What needs to be done | Below is a block of entries; repeat all of it exactly but omit the pictures.

Excerpts from a dataset:
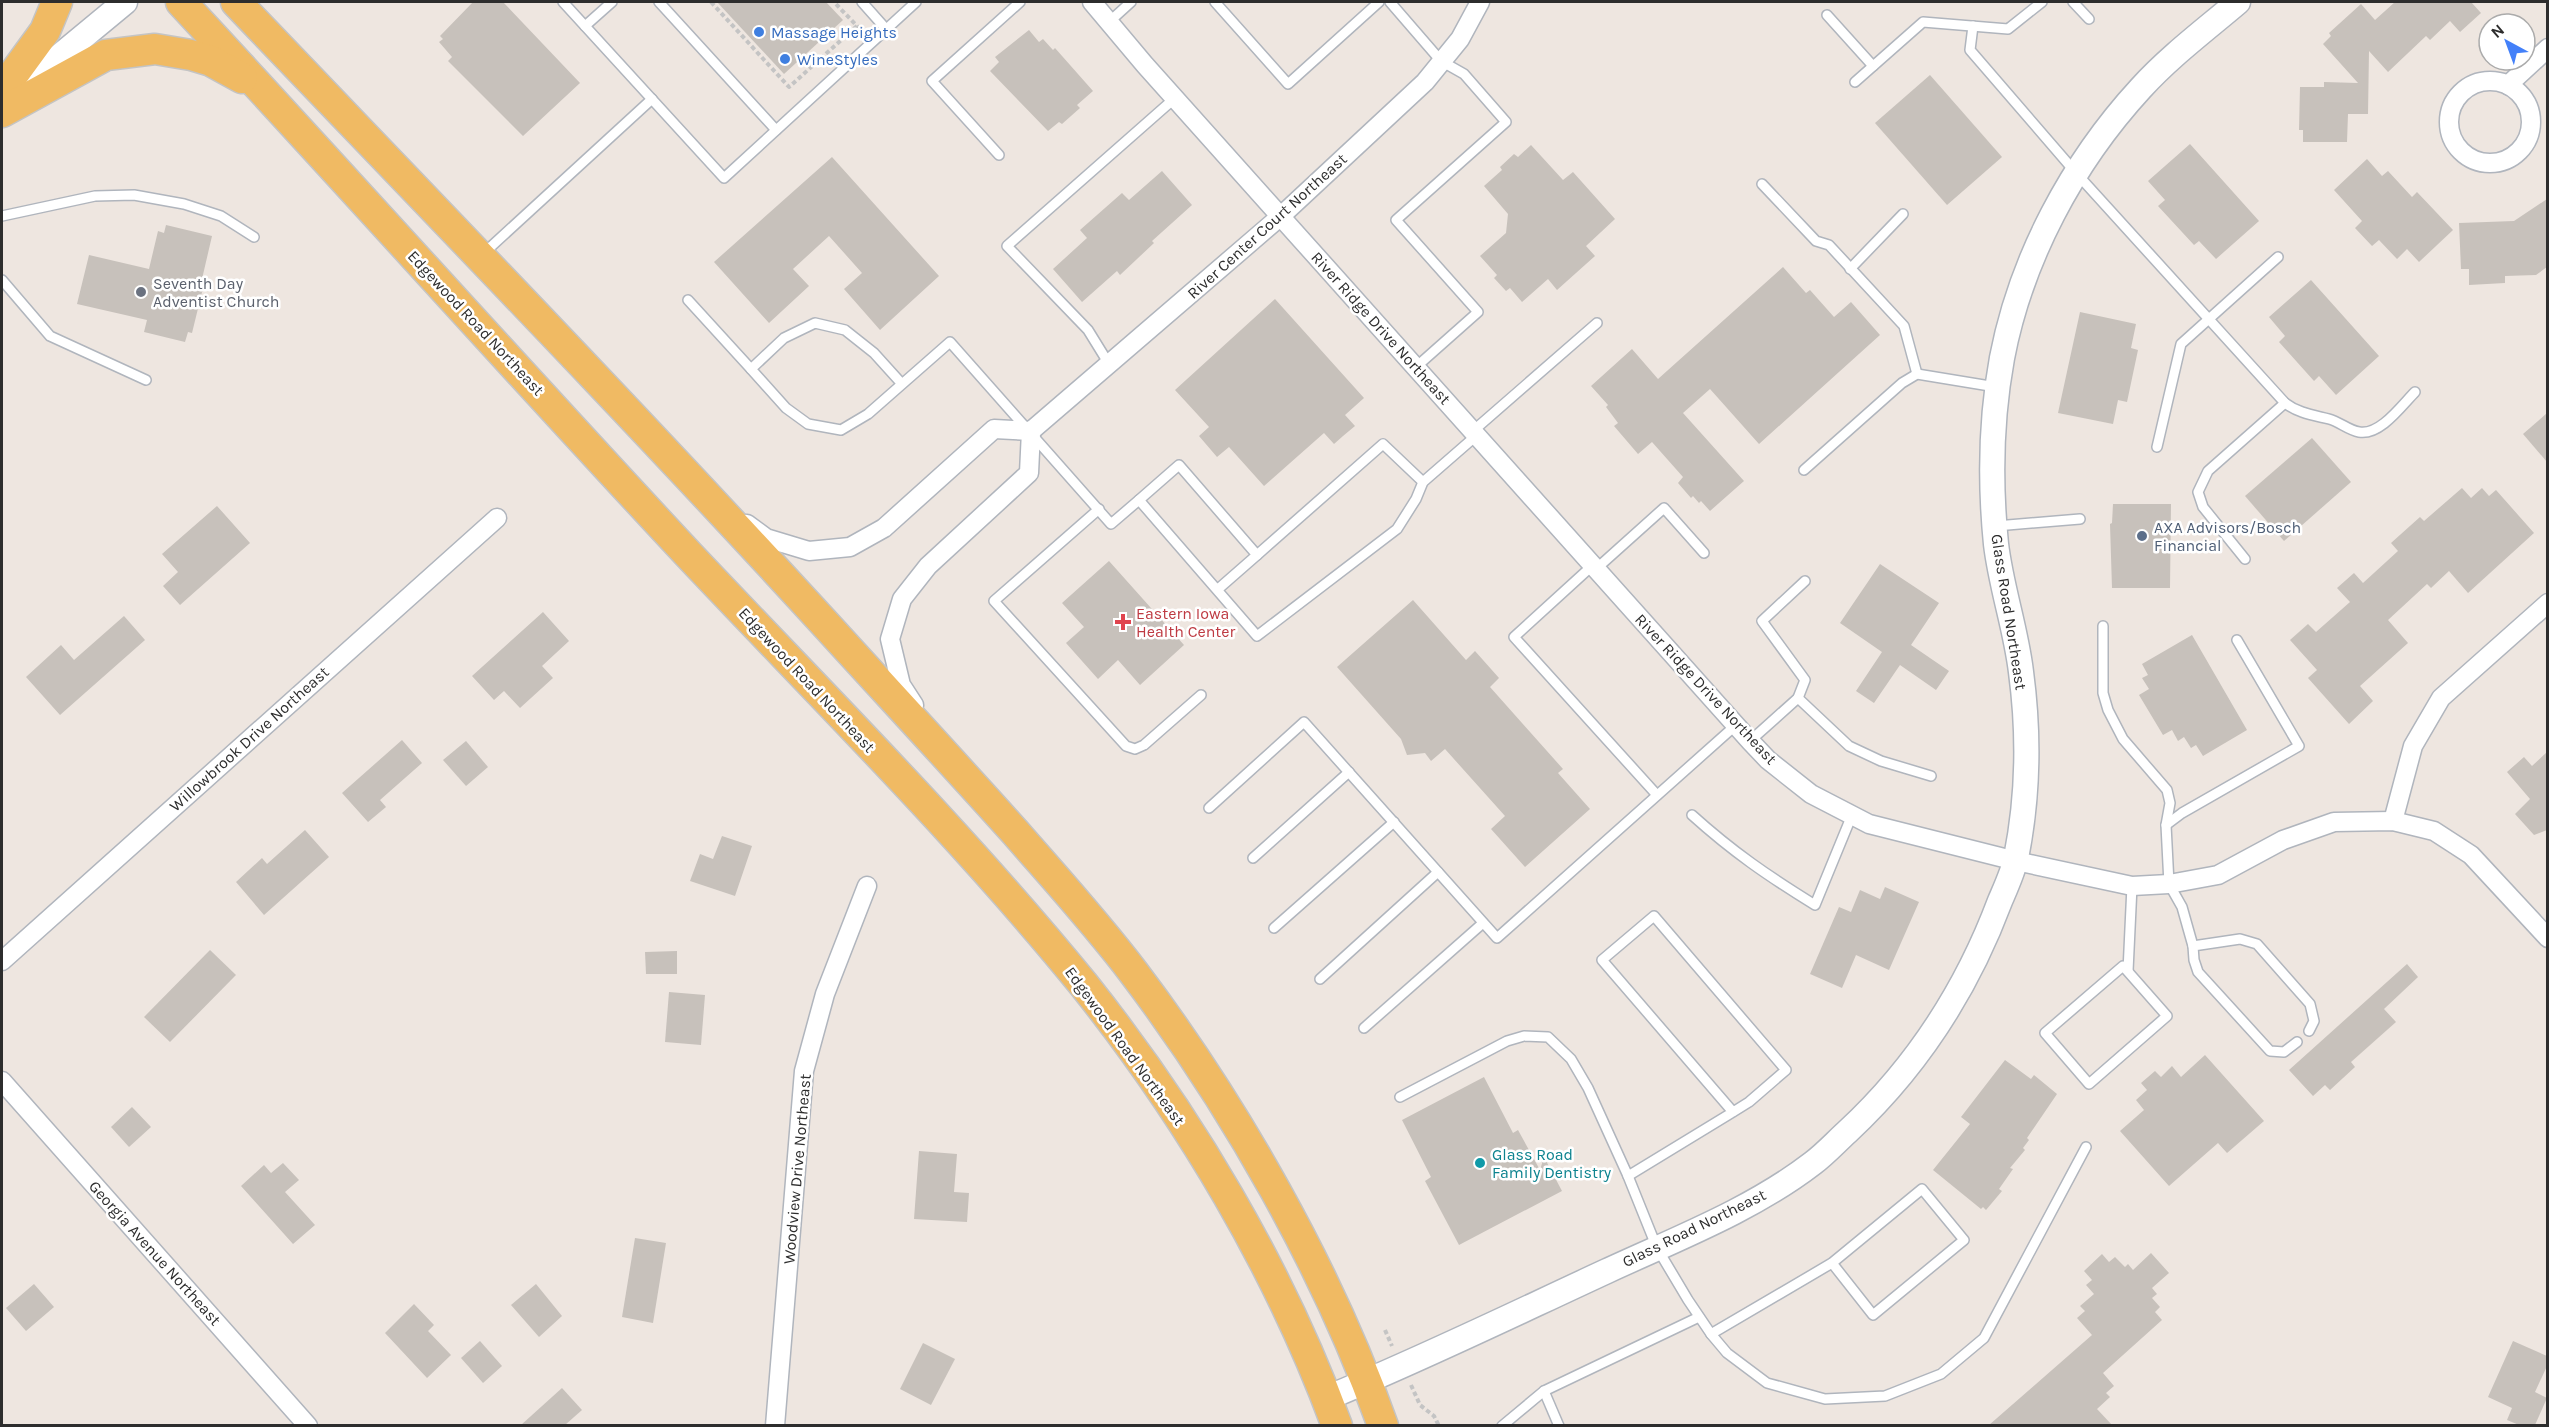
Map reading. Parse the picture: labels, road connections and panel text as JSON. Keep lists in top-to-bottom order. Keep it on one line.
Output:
{"streets":{"main road":["Edgewood Road Northeast"],"street":["River Center Court Northeast","River Ridge Drive Northeast","Glass Road Northeast","Willowbrook Drive Northeast","Woodview Drive Northeast","Georgia Avenue Northeast"]},"crossings":[["River Center Court Northeast","River Ridge Drive Northeast"],["Edgewood Road Northeast","Glass Road Northeast"],["River Ridge Drive Northeast","Glass Road Northeast"]],"places":{"other":["Massage Heights","WineStyles","Seventh Day Adventist Church","AXA Advisors/Bosch Financial","Glass Road Family Dentistry"],"health":["Eastern Iowa Health Center"]},"north":"top left"}
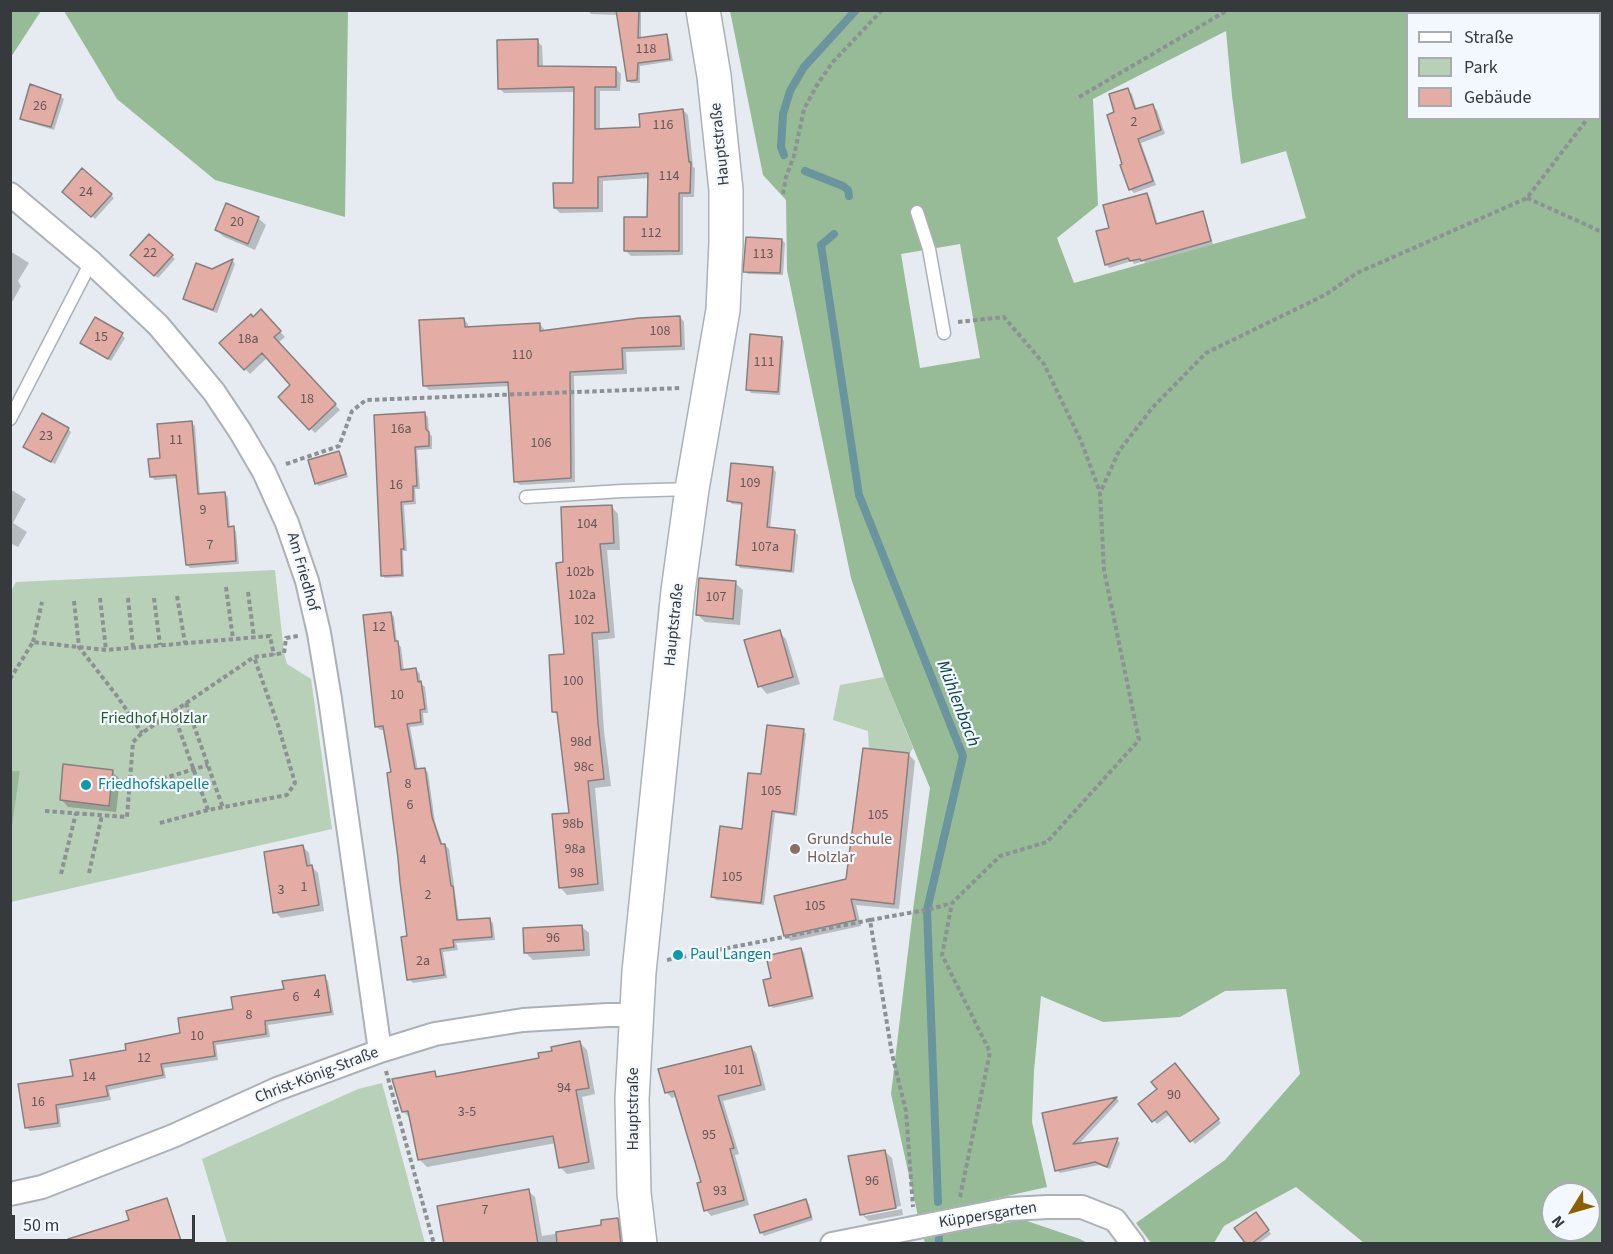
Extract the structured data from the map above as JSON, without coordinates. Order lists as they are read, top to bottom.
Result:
{
  "streets": {
    "main road": ["Hauptstraße"],
    "street": ["Am Friedhof", "Christ-König-Straße", "Küppersgarten"]
  },
  "crossings": [
    ["Hauptstraße", "Christ-König-Straße"],
    ["Am Friedhof", "Christ-König-Straße"]
  ],
  "water": ["Mühlenbach"],
  "parks": ["Friedhof Holzlar"],
  "places": ["Friedhofskapelle", "Grundschule Holzlar", "Paul Langen"],
  "house_numbers": [
    "118",
    "26",
    "2",
    "116",
    "114",
    "24",
    "20",
    "112",
    "22",
    "113",
    "108",
    "15",
    "18a",
    "110",
    "111",
    "18",
    "16a",
    "23",
    "11",
    "106",
    "109",
    "16",
    "9",
    "104",
    "7",
    "107a",
    "102b",
    "102a",
    "107",
    "102",
    "12",
    "100",
    "10",
    "98d",
    "98c",
    "8",
    "105",
    "6",
    "105",
    "98b",
    "98a",
    "4",
    "98",
    "105",
    "1",
    "3",
    "2",
    "105",
    "96",
    "2a",
    "4",
    "6",
    "8",
    "10",
    "12",
    "101",
    "14",
    "94",
    "90",
    "16",
    "3-5",
    "95",
    "96",
    "93",
    "7"
  ],
  "legend": ["Straße", "Park", "Gebäude"],
  "scale_bar": "50 m",
  "north": "bottom left"
}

Task solution |
Map reading. Parse the picture: labels, road connections and panel text as JSON. Keep lists in top-to-bottom order. Keep it on one line.
Output:
{"streets":{"main road":["Edgewood Road Northeast"],"street":["River Center Court Northeast","River Ridge Drive Northeast","Glass Road Northeast","Willowbrook Drive Northeast","Woodview Drive Northeast","Georgia Avenue Northeast"]},"crossings":[["River Center Court Northeast","River Ridge Drive Northeast"],["Edgewood Road Northeast","Glass Road Northeast"],["River Ridge Drive Northeast","Glass Road Northeast"]],"places":{"other":["Massage Heights","WineStyles","Seventh Day Adventist Church","AXA Advisors/Bosch Financial","Glass Road Family Dentistry"],"health":["Eastern Iowa Health Center"]},"north":"top left"}
Extract the structured data from the map above as JSON, without coordinates. Order lists as they are read, top to bottom.
Result:
{
  "streets": {
    "main road": ["Hauptstraße"],
    "street": ["Am Friedhof", "Christ-König-Straße", "Küppersgarten"]
  },
  "crossings": [
    ["Hauptstraße", "Christ-König-Straße"],
    ["Am Friedhof", "Christ-König-Straße"]
  ],
  "water": ["Mühlenbach"],
  "parks": ["Friedhof Holzlar"],
  "places": ["Friedhofskapelle", "Grundschule Holzlar", "Paul Langen"],
  "house_numbers": [
    "118",
    "26",
    "2",
    "116",
    "114",
    "24",
    "20",
    "112",
    "22",
    "113",
    "108",
    "15",
    "18a",
    "110",
    "111",
    "18",
    "16a",
    "23",
    "11",
    "106",
    "109",
    "16",
    "9",
    "104",
    "7",
    "107a",
    "102b",
    "102a",
    "107",
    "102",
    "12",
    "100",
    "10",
    "98d",
    "98c",
    "8",
    "105",
    "6",
    "105",
    "98b",
    "98a",
    "4",
    "98",
    "105",
    "1",
    "3",
    "2",
    "105",
    "96",
    "2a",
    "4",
    "6",
    "8",
    "10",
    "12",
    "101",
    "14",
    "94",
    "90",
    "16",
    "3-5",
    "95",
    "96",
    "93",
    "7"
  ],
  "legend": ["Straße", "Park", "Gebäude"],
  "scale_bar": "50 m",
  "north": "bottom left"
}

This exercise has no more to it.